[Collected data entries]
+++++

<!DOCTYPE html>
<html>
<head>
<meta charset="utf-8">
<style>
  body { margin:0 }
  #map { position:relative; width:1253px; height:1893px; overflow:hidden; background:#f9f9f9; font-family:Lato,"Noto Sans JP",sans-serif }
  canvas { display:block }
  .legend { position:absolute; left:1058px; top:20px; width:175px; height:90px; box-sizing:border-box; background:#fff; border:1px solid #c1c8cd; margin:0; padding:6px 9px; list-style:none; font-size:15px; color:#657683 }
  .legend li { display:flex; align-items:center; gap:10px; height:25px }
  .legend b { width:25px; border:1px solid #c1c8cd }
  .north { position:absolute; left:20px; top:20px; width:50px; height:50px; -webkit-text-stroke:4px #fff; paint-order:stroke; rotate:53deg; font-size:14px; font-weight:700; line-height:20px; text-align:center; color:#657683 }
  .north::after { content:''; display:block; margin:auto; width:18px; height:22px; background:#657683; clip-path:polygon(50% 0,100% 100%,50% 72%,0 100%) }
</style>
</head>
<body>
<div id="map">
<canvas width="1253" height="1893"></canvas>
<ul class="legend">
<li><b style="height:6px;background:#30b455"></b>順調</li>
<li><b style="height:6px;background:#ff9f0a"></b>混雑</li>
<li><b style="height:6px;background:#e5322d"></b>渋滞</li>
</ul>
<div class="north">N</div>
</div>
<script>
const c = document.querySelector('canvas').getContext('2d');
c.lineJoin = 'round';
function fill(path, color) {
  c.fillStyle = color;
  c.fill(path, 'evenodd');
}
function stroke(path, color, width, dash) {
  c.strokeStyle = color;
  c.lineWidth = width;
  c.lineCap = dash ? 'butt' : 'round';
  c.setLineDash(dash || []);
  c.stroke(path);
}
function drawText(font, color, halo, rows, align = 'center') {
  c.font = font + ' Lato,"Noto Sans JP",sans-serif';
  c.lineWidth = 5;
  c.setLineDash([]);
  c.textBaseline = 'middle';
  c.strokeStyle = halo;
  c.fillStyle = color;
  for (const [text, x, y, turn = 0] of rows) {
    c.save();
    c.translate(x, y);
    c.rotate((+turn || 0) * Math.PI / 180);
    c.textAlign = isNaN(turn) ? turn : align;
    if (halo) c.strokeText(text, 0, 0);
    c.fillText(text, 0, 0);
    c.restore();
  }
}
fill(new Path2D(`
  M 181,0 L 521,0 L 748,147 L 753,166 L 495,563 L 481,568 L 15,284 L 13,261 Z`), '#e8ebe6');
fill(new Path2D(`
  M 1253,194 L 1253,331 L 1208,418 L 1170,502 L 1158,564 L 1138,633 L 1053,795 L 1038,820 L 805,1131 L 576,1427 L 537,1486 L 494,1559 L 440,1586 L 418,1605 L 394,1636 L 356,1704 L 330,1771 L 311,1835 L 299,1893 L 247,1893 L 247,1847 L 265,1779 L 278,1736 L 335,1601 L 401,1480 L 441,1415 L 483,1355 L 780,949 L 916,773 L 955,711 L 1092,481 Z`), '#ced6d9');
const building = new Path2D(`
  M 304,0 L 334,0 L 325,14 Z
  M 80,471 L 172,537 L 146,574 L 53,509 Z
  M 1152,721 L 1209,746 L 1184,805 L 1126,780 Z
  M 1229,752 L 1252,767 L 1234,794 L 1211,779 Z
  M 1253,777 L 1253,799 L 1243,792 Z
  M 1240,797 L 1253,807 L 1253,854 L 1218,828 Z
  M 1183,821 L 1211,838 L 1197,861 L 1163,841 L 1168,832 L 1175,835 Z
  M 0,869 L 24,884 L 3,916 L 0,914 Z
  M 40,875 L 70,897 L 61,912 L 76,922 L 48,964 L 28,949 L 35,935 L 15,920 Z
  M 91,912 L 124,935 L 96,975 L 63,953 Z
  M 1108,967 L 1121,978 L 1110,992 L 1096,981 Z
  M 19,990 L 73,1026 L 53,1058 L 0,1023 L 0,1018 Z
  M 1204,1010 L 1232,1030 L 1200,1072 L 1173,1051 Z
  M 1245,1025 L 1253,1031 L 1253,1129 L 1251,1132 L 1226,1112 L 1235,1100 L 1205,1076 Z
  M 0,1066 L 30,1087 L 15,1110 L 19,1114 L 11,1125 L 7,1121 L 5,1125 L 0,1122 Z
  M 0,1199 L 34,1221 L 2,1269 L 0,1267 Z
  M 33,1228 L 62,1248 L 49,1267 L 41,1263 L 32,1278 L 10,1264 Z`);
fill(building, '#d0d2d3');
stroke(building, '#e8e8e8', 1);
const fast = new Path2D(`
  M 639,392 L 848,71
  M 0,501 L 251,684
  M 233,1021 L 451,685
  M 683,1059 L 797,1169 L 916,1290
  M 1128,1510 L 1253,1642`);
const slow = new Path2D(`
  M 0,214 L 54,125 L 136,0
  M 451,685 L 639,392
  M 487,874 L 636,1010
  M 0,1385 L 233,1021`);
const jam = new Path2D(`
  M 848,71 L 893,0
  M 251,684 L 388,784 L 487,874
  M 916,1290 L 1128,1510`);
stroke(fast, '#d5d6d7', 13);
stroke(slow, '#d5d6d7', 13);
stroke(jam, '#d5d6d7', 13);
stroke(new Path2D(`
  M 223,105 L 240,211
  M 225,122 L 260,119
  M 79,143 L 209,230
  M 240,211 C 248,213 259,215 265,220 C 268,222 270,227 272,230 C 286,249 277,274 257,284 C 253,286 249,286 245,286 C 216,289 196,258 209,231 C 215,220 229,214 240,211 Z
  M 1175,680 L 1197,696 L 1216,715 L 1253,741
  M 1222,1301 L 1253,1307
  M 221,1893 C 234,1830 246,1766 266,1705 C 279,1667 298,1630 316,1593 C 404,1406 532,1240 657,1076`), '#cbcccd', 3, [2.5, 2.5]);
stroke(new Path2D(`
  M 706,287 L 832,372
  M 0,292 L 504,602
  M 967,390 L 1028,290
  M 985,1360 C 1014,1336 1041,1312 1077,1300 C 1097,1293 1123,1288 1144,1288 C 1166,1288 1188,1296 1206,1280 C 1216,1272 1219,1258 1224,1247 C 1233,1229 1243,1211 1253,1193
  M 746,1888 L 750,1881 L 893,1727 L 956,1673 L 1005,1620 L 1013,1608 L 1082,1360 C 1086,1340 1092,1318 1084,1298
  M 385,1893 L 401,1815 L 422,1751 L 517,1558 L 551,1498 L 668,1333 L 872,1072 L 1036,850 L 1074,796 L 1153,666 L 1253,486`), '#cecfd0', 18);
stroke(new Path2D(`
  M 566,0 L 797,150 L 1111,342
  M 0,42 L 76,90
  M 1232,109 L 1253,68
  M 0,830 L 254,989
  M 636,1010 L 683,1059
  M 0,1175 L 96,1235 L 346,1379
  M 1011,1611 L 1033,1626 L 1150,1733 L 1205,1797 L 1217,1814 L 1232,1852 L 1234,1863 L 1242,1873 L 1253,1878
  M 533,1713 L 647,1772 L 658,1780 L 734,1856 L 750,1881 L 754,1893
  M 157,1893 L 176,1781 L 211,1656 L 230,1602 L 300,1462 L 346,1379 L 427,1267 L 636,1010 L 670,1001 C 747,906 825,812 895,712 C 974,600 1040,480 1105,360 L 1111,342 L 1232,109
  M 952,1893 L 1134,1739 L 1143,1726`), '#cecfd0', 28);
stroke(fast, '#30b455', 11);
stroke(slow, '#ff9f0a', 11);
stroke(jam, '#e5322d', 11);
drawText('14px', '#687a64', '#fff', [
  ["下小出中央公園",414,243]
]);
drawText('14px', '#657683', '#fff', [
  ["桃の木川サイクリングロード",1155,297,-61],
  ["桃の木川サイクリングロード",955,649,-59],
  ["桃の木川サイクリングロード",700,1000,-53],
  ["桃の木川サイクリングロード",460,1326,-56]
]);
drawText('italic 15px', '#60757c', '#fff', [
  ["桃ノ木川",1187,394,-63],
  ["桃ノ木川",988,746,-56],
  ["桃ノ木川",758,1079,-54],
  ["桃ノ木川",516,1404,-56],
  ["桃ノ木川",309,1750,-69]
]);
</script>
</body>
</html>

+++++

_Problem statement_
The lines above starting at the one that contains "c.fill(path, 'evenodd');" and ending at the one that contains "c.textAlign = isNaN(turn) ? turn : align;" must be transcribed exactly, and no other lines may appear.

_Task output_
  c.fill(path, 'evenodd');
}
function stroke(path, color, width, dash) {
  c.strokeStyle = color;
  c.lineWidth = width;
  c.lineCap = dash ? 'butt' : 'round';
  c.setLineDash(dash || []);
  c.stroke(path);
}
function drawText(font, color, halo, rows, align = 'center') {
  c.font = font + ' Lato,"Noto Sans JP",sans-serif';
  c.lineWidth = 5;
  c.setLineDash([]);
  c.textBaseline = 'middle';
  c.strokeStyle = halo;
  c.fillStyle = color;
  for (const [text, x, y, turn = 0] of rows) {
    c.save();
    c.translate(x, y);
    c.rotate((+turn || 0) * Math.PI / 180);
    c.textAlign = isNaN(turn) ? turn : align;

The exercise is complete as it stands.